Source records
=== Section Start ===
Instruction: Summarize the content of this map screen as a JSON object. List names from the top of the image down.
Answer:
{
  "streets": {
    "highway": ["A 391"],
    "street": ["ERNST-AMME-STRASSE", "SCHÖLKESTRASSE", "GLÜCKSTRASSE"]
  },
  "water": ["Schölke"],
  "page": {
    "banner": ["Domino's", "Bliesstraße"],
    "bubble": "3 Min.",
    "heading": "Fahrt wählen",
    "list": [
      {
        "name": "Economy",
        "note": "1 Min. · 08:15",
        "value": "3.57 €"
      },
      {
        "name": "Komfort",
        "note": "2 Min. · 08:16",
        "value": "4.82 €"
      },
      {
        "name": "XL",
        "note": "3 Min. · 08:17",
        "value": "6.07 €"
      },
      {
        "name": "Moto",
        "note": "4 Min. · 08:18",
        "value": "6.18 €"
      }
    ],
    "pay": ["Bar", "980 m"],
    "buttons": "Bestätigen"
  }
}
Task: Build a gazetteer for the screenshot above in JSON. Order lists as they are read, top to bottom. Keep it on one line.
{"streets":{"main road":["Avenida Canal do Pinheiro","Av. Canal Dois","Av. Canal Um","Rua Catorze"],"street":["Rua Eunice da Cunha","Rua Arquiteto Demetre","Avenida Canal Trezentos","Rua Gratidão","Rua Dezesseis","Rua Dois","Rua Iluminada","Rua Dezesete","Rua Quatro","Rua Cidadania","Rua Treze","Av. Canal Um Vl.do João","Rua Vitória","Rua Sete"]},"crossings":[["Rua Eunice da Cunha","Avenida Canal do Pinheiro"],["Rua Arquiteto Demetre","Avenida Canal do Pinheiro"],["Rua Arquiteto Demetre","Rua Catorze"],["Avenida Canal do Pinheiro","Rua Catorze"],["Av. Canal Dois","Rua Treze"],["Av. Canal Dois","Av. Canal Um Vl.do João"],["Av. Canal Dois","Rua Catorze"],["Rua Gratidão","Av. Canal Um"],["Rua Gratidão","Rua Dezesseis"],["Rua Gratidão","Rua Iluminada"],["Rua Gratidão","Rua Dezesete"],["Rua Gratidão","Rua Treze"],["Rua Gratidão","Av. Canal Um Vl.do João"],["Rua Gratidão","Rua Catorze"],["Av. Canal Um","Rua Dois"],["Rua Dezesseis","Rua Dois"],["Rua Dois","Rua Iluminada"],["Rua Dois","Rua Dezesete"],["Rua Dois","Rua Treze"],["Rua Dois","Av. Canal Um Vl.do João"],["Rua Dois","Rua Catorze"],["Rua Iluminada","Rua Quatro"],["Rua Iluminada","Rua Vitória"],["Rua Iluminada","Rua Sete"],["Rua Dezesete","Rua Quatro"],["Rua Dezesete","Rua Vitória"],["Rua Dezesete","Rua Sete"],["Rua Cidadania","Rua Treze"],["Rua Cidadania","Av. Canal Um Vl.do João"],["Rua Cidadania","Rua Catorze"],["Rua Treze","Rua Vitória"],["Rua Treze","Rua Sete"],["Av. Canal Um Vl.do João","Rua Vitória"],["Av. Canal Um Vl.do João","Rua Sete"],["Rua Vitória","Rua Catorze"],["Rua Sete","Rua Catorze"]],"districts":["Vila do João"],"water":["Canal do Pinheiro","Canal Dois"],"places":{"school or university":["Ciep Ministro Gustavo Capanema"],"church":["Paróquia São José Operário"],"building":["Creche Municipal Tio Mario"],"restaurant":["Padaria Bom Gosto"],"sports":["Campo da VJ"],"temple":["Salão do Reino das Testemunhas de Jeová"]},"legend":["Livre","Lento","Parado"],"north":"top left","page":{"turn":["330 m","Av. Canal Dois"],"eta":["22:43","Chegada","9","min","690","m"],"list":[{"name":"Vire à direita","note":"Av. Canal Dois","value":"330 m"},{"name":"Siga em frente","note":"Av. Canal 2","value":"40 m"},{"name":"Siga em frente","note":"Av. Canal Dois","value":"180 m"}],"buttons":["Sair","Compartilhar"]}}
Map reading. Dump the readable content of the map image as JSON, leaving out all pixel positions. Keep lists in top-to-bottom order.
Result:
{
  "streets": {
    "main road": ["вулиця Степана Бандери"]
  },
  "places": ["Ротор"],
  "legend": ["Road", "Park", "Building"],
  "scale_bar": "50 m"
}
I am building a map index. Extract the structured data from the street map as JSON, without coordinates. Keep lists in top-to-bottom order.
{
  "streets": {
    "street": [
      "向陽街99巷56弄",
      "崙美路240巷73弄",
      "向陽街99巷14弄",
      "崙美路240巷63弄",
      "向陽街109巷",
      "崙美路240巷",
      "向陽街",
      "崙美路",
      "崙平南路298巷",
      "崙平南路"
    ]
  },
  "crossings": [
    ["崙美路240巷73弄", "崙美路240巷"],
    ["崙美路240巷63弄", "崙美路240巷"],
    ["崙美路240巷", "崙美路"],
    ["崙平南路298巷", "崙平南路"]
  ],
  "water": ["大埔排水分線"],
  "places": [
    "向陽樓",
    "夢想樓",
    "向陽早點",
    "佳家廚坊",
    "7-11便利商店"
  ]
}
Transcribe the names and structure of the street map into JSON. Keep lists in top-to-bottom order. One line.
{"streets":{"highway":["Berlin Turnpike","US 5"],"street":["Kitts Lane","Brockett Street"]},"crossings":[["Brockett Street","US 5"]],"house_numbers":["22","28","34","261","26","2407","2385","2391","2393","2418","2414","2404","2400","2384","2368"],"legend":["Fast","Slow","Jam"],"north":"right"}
=== Section End ===
Reproduce every record above exactly as it is written.

Instruction: Summarize the content of this map screen as a JSON object. List names from the top of the image down.
Answer:
{
  "streets": {
    "highway": ["A 391"],
    "street": ["ERNST-AMME-STRASSE", "SCHÖLKESTRASSE", "GLÜCKSTRASSE"]
  },
  "water": ["Schölke"],
  "page": {
    "banner": ["Domino's", "Bliesstraße"],
    "bubble": "3 Min.",
    "heading": "Fahrt wählen",
    "list": [
      {
        "name": "Economy",
        "note": "1 Min. · 08:15",
        "value": "3.57 €"
      },
      {
        "name": "Komfort",
        "note": "2 Min. · 08:16",
        "value": "4.82 €"
      },
      {
        "name": "XL",
        "note": "3 Min. · 08:17",
        "value": "6.07 €"
      },
      {
        "name": "Moto",
        "note": "4 Min. · 08:18",
        "value": "6.18 €"
      }
    ],
    "pay": ["Bar", "980 m"],
    "buttons": "Bestätigen"
  }
}
Task: Build a gazetteer for the screenshot above in JSON. Order lists as they are read, top to bottom. Keep it on one line.
{"streets":{"main road":["Avenida Canal do Pinheiro","Av. Canal Dois","Av. Canal Um","Rua Catorze"],"street":["Rua Eunice da Cunha","Rua Arquiteto Demetre","Avenida Canal Trezentos","Rua Gratidão","Rua Dezesseis","Rua Dois","Rua Iluminada","Rua Dezesete","Rua Quatro","Rua Cidadania","Rua Treze","Av. Canal Um Vl.do João","Rua Vitória","Rua Sete"]},"crossings":[["Rua Eunice da Cunha","Avenida Canal do Pinheiro"],["Rua Arquiteto Demetre","Avenida Canal do Pinheiro"],["Rua Arquiteto Demetre","Rua Catorze"],["Avenida Canal do Pinheiro","Rua Catorze"],["Av. Canal Dois","Rua Treze"],["Av. Canal Dois","Av. Canal Um Vl.do João"],["Av. Canal Dois","Rua Catorze"],["Rua Gratidão","Av. Canal Um"],["Rua Gratidão","Rua Dezesseis"],["Rua Gratidão","Rua Iluminada"],["Rua Gratidão","Rua Dezesete"],["Rua Gratidão","Rua Treze"],["Rua Gratidão","Av. Canal Um Vl.do João"],["Rua Gratidão","Rua Catorze"],["Av. Canal Um","Rua Dois"],["Rua Dezesseis","Rua Dois"],["Rua Dois","Rua Iluminada"],["Rua Dois","Rua Dezesete"],["Rua Dois","Rua Treze"],["Rua Dois","Av. Canal Um Vl.do João"],["Rua Dois","Rua Catorze"],["Rua Iluminada","Rua Quatro"],["Rua Iluminada","Rua Vitória"],["Rua Iluminada","Rua Sete"],["Rua Dezesete","Rua Quatro"],["Rua Dezesete","Rua Vitória"],["Rua Dezesete","Rua Sete"],["Rua Cidadania","Rua Treze"],["Rua Cidadania","Av. Canal Um Vl.do João"],["Rua Cidadania","Rua Catorze"],["Rua Treze","Rua Vitória"],["Rua Treze","Rua Sete"],["Av. Canal Um Vl.do João","Rua Vitória"],["Av. Canal Um Vl.do João","Rua Sete"],["Rua Vitória","Rua Catorze"],["Rua Sete","Rua Catorze"]],"districts":["Vila do João"],"water":["Canal do Pinheiro","Canal Dois"],"places":{"school or university":["Ciep Ministro Gustavo Capanema"],"church":["Paróquia São José Operário"],"building":["Creche Municipal Tio Mario"],"restaurant":["Padaria Bom Gosto"],"sports":["Campo da VJ"],"temple":["Salão do Reino das Testemunhas de Jeová"]},"legend":["Livre","Lento","Parado"],"north":"top left","page":{"turn":["330 m","Av. Canal Dois"],"eta":["22:43","Chegada","9","min","690","m"],"list":[{"name":"Vire à direita","note":"Av. Canal Dois","value":"330 m"},{"name":"Siga em frente","note":"Av. Canal 2","value":"40 m"},{"name":"Siga em frente","note":"Av. Canal Dois","value":"180 m"}],"buttons":["Sair","Compartilhar"]}}
Map reading. Dump the readable content of the map image as JSON, leaving out all pixel positions. Keep lists in top-to-bottom order.
Result:
{
  "streets": {
    "main road": ["вулиця Степана Бандери"]
  },
  "places": ["Ротор"],
  "legend": ["Road", "Park", "Building"],
  "scale_bar": "50 m"
}
I am building a map index. Extract the structured data from the street map as JSON, without coordinates. Keep lists in top-to-bottom order.
{
  "streets": {
    "street": [
      "向陽街99巷56弄",
      "崙美路240巷73弄",
      "向陽街99巷14弄",
      "崙美路240巷63弄",
      "向陽街109巷",
      "崙美路240巷",
      "向陽街",
      "崙美路",
      "崙平南路298巷",
      "崙平南路"
    ]
  },
  "crossings": [
    ["崙美路240巷73弄", "崙美路240巷"],
    ["崙美路240巷63弄", "崙美路240巷"],
    ["崙美路240巷", "崙美路"],
    ["崙平南路298巷", "崙平南路"]
  ],
  "water": ["大埔排水分線"],
  "places": [
    "向陽樓",
    "夢想樓",
    "向陽早點",
    "佳家廚坊",
    "7-11便利商店"
  ]
}
Transcribe the names and structure of the street map into JSON. Keep lists in top-to-bottom order. One line.
{"streets":{"highway":["Berlin Turnpike","US 5"],"street":["Kitts Lane","Brockett Street"]},"crossings":[["Brockett Street","US 5"]],"house_numbers":["22","28","34","261","26","2407","2385","2391","2393","2418","2414","2404","2400","2384","2368"],"legend":["Fast","Slow","Jam"],"north":"right"}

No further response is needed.